Czech Republic Government vote of No Confidence
| 26 May 2015 |

Results
| Choice | Votes | % |
| Yes | 47 | 30.92% |
| No | 105 | 69.08% |
| Valid votes | 152 | 100.00% |
| Invalid or blank votes | 0 | 0.00% |
| Total votes | 152 | 100.00% |
| Registered voters/turnout | Members of Parliament | 152% |

= 2015 Czech vote of no confidence =

The Parliament of the Czech Republic vote of no confidence in the current Czech Republic government of the Prime Minister Bohuslav Sobotka was held on Tuesday 26 May 2015.

The vote was initiated because of opposition concerns about conflicts of interest on the part of Finance Minister Andrej Babiš.
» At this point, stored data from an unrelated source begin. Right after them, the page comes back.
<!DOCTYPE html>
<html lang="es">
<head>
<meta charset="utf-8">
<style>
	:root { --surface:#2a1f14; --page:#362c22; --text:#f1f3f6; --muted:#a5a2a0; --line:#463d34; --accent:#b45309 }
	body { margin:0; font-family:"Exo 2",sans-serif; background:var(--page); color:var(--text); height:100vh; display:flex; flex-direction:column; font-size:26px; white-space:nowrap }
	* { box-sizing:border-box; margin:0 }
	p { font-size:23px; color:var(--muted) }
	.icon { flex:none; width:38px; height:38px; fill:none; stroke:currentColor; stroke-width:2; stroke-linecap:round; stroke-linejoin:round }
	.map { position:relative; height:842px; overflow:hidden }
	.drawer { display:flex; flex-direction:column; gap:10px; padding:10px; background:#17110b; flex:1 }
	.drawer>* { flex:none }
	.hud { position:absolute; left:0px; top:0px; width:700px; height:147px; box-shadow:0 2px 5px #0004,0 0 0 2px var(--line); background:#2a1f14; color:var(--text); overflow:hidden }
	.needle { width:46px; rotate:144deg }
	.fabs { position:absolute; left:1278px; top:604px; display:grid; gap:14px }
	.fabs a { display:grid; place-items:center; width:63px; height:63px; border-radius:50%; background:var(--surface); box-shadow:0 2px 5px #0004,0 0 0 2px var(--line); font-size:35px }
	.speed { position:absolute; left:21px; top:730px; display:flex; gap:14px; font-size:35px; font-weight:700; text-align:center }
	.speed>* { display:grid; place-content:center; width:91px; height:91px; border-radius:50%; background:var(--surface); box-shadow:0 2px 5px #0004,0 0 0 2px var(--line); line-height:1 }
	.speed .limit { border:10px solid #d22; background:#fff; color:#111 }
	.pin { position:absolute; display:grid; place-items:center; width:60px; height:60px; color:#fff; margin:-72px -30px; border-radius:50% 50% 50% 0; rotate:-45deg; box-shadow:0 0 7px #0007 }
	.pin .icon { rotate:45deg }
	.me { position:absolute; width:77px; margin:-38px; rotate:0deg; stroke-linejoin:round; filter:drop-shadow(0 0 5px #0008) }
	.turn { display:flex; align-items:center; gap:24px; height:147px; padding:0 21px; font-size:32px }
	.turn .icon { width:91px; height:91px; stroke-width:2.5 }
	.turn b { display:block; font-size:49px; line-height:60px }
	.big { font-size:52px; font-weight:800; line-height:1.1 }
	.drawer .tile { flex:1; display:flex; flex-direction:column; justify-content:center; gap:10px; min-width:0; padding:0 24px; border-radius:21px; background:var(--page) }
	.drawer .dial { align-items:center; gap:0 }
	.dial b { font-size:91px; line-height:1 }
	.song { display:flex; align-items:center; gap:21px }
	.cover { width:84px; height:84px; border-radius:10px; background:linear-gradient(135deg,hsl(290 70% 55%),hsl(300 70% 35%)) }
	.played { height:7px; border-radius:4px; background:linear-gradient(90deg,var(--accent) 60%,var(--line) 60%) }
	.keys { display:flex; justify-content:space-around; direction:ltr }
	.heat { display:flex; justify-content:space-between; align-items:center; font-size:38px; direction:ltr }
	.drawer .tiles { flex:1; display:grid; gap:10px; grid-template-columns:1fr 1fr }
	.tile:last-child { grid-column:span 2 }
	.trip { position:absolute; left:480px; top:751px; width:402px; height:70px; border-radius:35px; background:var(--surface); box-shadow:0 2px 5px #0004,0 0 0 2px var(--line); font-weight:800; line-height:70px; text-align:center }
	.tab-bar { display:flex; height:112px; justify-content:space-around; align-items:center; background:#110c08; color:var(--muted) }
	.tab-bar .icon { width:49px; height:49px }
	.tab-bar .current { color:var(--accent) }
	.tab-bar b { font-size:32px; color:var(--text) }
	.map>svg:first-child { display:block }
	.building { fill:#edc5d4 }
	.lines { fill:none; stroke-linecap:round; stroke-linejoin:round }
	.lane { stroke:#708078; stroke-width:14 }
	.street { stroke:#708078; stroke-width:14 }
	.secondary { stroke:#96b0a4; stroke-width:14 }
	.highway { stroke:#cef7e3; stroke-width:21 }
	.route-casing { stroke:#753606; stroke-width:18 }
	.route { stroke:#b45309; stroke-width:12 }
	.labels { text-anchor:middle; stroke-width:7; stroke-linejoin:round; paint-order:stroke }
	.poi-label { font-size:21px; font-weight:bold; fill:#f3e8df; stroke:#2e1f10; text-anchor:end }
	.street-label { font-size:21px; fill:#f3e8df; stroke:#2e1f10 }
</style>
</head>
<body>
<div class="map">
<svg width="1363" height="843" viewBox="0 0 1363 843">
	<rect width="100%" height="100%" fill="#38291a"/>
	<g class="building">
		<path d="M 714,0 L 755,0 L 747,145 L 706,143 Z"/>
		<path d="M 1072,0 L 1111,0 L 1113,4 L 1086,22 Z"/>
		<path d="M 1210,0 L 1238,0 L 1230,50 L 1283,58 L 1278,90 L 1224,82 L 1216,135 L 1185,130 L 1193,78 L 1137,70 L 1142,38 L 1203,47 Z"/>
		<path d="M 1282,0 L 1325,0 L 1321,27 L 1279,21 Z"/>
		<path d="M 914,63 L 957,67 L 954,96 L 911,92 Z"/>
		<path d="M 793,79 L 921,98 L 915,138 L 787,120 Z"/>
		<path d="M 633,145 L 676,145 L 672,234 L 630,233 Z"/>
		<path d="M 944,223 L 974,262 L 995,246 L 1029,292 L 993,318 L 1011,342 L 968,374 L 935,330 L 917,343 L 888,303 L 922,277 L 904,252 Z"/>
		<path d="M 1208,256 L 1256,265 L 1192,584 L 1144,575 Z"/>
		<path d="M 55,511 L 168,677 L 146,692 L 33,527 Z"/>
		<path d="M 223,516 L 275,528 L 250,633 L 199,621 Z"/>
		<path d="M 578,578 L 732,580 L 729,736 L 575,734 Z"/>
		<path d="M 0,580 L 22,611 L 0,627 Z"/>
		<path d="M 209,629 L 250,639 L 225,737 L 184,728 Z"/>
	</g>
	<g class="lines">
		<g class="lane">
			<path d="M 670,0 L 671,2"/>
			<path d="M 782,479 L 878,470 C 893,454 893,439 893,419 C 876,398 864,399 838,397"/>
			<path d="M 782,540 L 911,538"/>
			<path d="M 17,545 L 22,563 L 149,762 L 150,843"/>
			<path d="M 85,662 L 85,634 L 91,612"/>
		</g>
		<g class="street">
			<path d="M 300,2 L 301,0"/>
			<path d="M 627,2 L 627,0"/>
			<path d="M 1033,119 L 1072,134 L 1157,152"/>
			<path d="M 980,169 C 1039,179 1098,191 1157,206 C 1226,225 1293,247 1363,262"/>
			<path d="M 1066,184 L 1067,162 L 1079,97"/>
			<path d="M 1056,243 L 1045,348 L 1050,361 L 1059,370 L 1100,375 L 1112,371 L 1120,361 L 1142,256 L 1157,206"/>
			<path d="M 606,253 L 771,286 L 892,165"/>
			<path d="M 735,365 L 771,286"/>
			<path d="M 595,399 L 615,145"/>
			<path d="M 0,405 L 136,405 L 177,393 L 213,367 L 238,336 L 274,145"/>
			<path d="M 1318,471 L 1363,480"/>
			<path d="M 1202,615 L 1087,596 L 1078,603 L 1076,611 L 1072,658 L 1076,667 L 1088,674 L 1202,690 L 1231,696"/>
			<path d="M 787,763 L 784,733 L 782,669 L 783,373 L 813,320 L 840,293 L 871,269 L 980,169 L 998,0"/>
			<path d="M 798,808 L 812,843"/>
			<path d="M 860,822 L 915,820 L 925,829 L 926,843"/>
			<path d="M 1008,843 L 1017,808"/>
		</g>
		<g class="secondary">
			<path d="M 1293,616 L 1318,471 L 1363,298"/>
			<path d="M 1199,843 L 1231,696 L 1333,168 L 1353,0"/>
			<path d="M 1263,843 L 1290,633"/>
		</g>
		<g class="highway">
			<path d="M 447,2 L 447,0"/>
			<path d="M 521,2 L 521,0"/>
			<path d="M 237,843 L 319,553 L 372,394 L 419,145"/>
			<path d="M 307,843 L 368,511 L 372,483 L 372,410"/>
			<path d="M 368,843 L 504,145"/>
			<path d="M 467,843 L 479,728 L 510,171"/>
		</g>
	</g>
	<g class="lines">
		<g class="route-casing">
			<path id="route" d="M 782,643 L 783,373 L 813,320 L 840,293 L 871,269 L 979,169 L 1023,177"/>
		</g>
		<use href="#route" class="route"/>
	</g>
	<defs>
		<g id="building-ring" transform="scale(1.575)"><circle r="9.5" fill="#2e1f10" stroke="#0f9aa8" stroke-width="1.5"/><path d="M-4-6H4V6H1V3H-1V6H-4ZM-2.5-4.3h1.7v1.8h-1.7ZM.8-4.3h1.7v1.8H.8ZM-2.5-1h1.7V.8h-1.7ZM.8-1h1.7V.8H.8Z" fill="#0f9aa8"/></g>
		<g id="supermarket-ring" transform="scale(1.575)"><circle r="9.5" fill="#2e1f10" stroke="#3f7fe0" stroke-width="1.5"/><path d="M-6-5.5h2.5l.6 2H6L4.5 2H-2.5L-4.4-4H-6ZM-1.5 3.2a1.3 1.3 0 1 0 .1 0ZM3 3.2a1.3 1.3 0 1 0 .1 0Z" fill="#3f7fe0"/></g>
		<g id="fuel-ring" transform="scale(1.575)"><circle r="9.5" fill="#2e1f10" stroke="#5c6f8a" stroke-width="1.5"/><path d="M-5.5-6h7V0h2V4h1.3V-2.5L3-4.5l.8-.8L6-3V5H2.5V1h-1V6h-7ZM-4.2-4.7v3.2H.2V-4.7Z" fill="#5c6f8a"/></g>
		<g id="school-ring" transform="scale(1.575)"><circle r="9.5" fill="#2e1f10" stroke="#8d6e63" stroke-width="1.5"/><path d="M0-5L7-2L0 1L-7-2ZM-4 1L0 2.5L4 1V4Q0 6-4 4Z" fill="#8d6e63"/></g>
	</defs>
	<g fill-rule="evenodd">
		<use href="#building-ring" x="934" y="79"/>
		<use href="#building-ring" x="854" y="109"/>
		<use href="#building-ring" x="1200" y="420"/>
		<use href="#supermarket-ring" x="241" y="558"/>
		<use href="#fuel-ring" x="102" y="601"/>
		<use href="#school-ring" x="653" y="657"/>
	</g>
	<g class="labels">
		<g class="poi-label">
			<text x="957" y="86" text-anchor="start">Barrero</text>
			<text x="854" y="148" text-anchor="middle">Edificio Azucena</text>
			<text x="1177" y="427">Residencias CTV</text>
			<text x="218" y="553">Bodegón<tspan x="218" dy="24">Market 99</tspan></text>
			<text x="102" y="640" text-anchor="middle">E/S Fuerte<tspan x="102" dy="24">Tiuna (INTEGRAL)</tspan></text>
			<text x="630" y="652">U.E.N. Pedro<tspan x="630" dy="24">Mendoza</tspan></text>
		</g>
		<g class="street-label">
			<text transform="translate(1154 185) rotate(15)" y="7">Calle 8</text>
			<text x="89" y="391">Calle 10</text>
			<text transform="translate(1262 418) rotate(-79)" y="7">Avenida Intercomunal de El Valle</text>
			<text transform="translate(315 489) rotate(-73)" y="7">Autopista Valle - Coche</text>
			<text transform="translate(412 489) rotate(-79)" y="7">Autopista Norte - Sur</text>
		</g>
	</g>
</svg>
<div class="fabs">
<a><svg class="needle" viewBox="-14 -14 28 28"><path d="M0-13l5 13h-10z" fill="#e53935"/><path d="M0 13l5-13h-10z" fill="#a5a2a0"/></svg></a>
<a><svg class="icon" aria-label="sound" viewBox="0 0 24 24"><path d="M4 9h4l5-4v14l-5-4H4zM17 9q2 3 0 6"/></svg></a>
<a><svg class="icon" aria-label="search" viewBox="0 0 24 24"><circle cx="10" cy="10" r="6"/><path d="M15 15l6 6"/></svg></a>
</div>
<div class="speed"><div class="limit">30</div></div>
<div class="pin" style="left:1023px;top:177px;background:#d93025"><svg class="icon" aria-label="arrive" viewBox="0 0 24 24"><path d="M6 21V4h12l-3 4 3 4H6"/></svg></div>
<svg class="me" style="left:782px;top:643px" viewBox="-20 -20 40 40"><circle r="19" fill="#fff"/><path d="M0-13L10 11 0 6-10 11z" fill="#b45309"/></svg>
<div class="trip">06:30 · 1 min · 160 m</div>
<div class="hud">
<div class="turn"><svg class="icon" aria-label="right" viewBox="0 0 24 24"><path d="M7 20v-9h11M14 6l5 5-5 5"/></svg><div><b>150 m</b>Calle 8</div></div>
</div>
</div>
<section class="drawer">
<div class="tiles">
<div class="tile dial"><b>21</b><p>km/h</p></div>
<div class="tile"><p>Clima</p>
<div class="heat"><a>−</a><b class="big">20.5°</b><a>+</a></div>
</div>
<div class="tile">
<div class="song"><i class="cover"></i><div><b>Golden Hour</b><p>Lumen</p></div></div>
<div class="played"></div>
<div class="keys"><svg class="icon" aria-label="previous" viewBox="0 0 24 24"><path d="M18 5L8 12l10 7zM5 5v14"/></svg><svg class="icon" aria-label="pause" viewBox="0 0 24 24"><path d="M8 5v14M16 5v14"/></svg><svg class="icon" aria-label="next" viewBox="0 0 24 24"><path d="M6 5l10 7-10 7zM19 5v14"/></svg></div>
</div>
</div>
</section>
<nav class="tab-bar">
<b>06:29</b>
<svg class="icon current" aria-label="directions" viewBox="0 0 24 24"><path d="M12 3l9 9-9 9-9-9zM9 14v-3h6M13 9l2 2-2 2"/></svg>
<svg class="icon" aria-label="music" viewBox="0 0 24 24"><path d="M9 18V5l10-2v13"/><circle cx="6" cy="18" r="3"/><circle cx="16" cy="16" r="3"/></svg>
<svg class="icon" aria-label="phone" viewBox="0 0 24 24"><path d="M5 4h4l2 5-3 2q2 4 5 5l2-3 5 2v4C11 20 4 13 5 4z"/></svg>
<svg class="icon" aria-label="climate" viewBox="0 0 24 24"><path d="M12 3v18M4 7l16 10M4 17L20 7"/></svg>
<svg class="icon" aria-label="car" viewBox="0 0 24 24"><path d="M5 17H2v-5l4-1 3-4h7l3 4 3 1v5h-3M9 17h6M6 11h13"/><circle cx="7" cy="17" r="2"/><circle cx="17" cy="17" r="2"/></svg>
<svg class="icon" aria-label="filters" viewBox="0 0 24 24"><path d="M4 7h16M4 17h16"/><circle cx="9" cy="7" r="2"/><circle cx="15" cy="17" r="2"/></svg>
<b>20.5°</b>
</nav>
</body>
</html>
The vote of no confidence was called by the three opposition political parties - ODS, TOP 09 and Úsvit (Dawn) on 21 May 2015 as step against Finance Minister of the Czech Republic Andrej Babiš.

== Result ==
The vote of no confidence to the Government was unsuccessful as only 47 legislators supported no confidence when 101 were needed. 105 Members of Parliament voted against no confidence and 32 MP's abstained. 16 legislators did not attend the meeting of the Chamber of Deputies.